As the global appetite for sending and receiving voice, data and video continues to increase, networks will need to become more powerful and more efficient to keep pace.
In turn, optical networks require optical switch systems that directly route multi-wavelength photonic signals between thousands of different destinations, or ports. Recent estimation of the worldwide market for optical switch systems is forecasted to grow from $234 million in 2000 to $7.4 billion by 2004.
The healthy projections have yielded many new facilities, and a Southern California based company recently completed a fab for the production of micro electro-mechanical systems (MEMS) optical switches, the basis for communication over a telecommunications network.
This way, not that way
Clean Rooms West, Inc. (Tustin, CA) was contracted for the design/build construction of the cleanroom, as well as, the general contractor for all related processes and as a consulant in choosing the facility.
The actual request for a quote was drafted and bid upon before the building was even leased, and all the while, the customer remained poised to select another building if the cleanroom could not be “built to spec” the way the chip maker wanted.
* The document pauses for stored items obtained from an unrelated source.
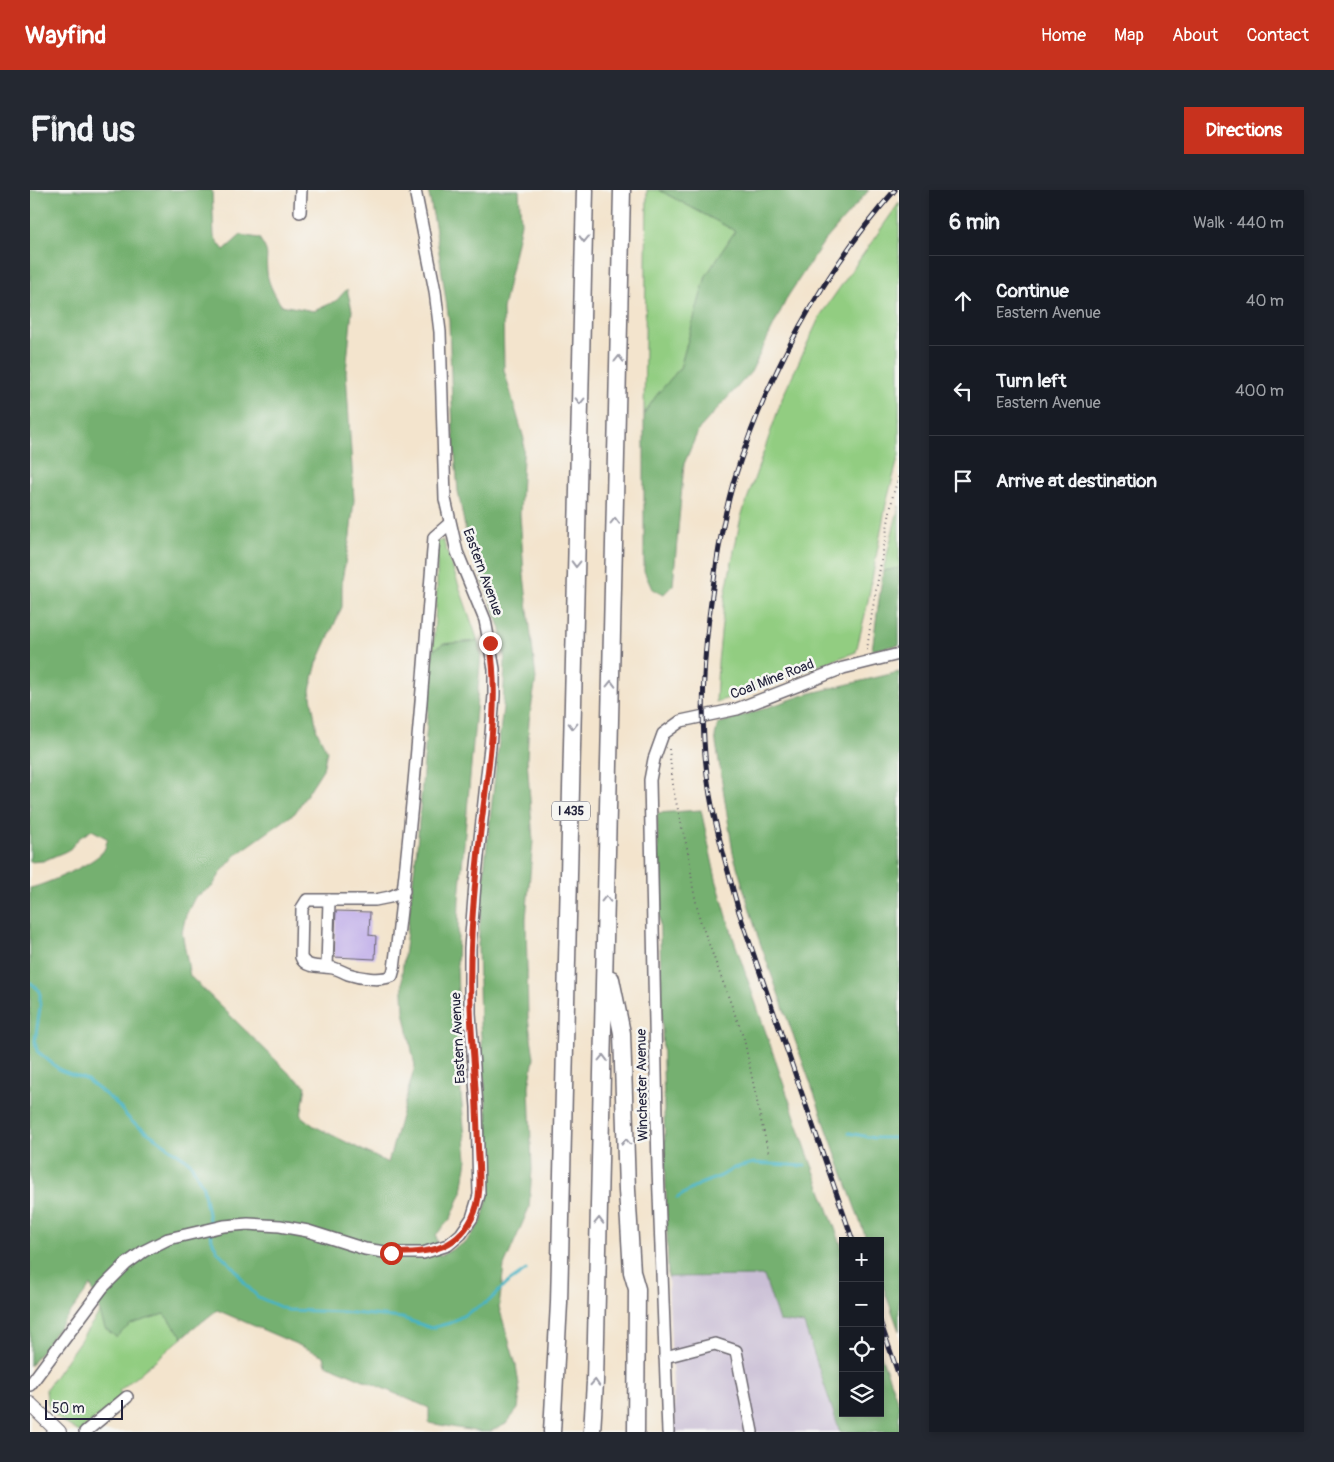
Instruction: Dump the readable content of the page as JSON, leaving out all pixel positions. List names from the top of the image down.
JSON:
{
  "streets": {
    "highway": ["I 435"],
    "street": ["Eastern Avenue", "Coal Mine Road", "Winchester Avenue"]
  },
  "crossings": [
    ["Coal Mine Road", "Winchester Avenue"]
  ],
  "scale_bar": "50 m",
  "page": {
    "header": "Wayfind",
    "nav": [
      "Home",
      "Map",
      "About",
      "Contact"
    ],
    "buttons": "Directions",
    "title": "Find us",
    "heading": ["6 min", "Walk · 440 m"],
    "list": [
      ["Continue", "Eastern Avenue", "40 m"],
      ["Turn left", "Eastern Avenue", "400 m"],
      "Arrive at destination"
    ],
    "map_buttons": ["+", "−"],
    "scale": "50 m"
  }
}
The 37,000-square-foot-facility features a 6,000-square-foot E-shaped ISO Class 6 and ISO Class 7 cleanroom. Gowning, testing, assembly and measurement areas are housed in the Class 7 space, while lithography, wet processing and etching deposition are conducted in the Class 6 area.
The cleanroom uses two 80-ton chillers from Trane Co. (Lacrosse, WI), incorporates 11,500 cubic feet per minute (CFM) of exhaust and a 33,500-CFM Trane air handler for supply air. The room, the second portion of a multi-phase project, was completed ahead of schedule and took seven months to complete.
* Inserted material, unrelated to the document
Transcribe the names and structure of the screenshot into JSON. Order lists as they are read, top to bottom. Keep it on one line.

Designing the cleanroom to follow the layout of the building was also a key factor. The “E” shape of the room followed constraints from the building and the landlord, because the wall that makes the “E” could not be torn down.
Adding to the challenge, the landlord also insisted that an underground trench, relying on gravity and not sumps, be burrowed under existing concrete slabs for waste removal. Tim Allison, of Clean Rooms West, served as on-site project manager and managed all phases of construction.The project presented many design challenges, forcing Allison to make decisions on the fly. One of which was during the installation of the process piping for wet benches and the gravity waste system, designed by locally based Murray Co.
“A measurement taken during planning by another of the subcontractors was off by about three feet and the waste system would not fit in the area designed for the piping. We were able to recognize the problem quickly and determine a solution within hours of the situation being recognized,” Allison says. “Without a project manager in place, a situation like this could have easily delayed the project by weeks before a solution was found.” Download the PDF of the piping system
Keeping it clean
The cleanroom has very specific protocols for gowning as well as entering and exiting. Booties are required before entry to the gown room and full gowns are used, including facemasks, gloves and goggles. Cleanrooms are maintained at a temperature of 69 degrees Fahrenheit, plus or minus one degree, with a relative humidity of 45 percent, plus or minus five percent.
The facility was built to exceed the requirements set by the South Coast Air Quality Management District of California. Dual volatile organic compound (VOC) carbon units and scrubbers from Air Chem Systems Inc. (Huntington Beach, CA) were installed to accommodate expansion without installing an ancillary system in the future. The dual units were used in case one unit went bad or was shut down. With two units, the potential for hazardous material escaping into the outside air is dramatically lessened.Engineers, however, had another problem to deal with once the scrubbers, chillers and pumps were fired up: Noise. Because the equipment was outside, the constant shriek was causing neighbors to complain.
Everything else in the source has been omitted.